> Exercise: The number needed is how many lines of the data hold the string "controls". Give that number and nothing more.
**** Extracted material
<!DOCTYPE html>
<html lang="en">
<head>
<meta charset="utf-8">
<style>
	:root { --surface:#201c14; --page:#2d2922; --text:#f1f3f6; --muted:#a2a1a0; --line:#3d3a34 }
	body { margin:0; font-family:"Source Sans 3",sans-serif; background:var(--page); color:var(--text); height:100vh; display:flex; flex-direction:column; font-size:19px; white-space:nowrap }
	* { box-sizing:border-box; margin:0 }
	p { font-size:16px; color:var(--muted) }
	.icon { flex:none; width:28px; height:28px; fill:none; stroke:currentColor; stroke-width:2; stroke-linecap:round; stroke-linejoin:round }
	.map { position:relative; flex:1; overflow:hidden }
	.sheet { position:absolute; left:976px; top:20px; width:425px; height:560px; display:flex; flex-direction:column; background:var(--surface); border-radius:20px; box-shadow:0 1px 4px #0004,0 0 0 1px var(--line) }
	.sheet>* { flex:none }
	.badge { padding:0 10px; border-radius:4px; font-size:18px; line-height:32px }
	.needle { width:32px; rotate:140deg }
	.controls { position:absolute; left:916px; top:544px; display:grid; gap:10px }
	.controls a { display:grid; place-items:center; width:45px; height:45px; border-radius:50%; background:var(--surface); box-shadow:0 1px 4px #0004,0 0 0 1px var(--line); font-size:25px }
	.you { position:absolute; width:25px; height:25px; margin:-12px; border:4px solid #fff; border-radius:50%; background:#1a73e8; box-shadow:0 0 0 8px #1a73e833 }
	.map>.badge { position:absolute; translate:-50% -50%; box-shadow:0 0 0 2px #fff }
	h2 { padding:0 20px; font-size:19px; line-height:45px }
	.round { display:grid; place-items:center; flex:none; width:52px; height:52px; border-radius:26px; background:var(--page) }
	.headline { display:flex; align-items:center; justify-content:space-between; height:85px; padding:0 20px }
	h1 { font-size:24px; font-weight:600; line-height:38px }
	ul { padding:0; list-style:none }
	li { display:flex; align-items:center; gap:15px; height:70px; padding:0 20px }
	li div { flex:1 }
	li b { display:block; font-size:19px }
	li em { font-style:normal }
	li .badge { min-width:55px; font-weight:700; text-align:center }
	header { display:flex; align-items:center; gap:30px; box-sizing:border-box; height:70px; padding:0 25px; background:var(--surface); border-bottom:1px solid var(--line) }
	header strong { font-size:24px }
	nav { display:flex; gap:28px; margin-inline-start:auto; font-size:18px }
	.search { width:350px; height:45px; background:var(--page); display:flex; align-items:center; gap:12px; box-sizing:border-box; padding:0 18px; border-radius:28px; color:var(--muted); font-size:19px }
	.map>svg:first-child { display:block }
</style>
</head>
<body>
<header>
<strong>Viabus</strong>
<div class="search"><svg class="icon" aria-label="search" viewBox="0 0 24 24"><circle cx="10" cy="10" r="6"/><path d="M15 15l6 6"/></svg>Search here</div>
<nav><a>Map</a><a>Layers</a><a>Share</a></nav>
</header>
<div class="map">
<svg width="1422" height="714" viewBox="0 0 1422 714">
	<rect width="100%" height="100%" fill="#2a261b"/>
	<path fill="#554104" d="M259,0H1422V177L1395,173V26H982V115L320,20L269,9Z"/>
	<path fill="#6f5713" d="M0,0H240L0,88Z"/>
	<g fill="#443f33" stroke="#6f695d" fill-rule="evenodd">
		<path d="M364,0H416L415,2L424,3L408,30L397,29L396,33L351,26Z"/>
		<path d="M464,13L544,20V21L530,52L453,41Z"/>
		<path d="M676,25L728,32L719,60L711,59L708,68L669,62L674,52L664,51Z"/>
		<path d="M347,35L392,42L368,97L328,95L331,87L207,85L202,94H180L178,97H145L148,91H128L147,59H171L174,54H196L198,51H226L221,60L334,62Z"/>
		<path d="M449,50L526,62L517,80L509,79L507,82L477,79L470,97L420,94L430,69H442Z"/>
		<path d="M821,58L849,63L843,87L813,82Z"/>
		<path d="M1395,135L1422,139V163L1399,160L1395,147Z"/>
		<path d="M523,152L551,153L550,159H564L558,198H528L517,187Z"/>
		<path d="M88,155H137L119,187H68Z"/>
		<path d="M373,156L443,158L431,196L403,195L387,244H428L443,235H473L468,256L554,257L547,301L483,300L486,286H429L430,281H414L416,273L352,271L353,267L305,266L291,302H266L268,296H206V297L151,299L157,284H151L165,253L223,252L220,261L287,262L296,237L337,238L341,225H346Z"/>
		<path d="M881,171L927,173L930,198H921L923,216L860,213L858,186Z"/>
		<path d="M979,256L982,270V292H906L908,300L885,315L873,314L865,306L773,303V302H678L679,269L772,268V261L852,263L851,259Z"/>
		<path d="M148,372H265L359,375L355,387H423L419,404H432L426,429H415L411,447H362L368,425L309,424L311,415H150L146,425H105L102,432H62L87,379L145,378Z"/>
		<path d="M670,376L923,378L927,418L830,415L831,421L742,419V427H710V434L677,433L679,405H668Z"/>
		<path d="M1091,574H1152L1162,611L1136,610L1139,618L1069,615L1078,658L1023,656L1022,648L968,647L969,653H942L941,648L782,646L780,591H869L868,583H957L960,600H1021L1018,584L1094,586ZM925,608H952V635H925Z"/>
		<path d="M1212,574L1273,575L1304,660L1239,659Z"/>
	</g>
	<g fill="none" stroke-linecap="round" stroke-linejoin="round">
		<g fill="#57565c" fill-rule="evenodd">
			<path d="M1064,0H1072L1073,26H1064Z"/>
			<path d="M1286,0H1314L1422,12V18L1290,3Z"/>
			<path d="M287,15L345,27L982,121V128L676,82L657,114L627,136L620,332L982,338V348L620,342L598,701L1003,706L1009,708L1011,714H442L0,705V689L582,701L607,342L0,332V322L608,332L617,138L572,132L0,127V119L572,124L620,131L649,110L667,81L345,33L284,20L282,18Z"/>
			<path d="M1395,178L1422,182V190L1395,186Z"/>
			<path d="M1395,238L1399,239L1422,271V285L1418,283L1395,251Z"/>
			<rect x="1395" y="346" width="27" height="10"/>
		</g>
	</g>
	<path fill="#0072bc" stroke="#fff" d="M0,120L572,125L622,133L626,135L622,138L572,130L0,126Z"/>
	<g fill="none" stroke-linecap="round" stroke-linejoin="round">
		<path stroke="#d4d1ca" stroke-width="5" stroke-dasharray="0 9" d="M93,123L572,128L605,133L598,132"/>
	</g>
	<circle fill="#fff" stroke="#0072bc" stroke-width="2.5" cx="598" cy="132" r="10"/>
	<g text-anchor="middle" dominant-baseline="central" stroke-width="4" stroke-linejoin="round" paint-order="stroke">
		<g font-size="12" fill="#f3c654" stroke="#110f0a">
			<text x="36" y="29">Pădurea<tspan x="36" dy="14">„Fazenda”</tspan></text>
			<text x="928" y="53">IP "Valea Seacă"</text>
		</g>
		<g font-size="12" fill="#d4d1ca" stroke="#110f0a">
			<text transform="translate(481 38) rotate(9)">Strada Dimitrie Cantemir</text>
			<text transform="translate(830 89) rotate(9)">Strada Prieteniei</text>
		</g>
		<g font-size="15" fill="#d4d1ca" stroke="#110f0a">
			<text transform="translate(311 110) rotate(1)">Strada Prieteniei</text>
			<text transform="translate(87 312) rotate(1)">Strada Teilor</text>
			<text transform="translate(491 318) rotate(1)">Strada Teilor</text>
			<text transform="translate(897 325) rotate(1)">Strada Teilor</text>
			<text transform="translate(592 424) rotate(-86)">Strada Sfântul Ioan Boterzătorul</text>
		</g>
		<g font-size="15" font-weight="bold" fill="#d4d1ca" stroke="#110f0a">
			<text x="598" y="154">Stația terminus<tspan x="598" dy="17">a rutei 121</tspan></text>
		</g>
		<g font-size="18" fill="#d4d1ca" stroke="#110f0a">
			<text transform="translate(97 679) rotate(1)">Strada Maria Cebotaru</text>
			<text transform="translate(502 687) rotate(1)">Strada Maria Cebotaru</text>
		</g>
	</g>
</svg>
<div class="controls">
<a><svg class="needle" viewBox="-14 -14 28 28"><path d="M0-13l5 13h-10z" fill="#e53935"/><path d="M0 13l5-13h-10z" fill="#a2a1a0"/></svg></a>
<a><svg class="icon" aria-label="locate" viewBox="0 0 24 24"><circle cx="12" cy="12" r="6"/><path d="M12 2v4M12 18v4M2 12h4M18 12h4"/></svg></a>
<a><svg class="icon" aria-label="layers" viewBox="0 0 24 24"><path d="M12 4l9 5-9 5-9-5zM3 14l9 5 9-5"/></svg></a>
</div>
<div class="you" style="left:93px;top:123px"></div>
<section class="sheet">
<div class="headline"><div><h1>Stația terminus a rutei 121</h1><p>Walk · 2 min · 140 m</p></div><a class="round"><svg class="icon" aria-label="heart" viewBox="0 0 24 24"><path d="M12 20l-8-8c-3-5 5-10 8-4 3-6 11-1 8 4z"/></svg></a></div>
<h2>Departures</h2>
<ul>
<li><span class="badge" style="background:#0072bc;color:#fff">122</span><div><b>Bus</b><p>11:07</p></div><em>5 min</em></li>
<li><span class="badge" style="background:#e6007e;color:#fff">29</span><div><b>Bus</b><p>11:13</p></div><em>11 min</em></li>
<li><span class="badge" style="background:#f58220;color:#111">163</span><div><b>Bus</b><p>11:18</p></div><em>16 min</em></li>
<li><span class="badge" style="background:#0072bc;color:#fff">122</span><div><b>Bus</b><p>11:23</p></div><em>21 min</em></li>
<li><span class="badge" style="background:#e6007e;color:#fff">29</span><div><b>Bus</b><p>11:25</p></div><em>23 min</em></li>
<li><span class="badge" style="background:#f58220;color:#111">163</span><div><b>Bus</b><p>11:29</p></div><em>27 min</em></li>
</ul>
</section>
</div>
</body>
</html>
********
> Reply: 3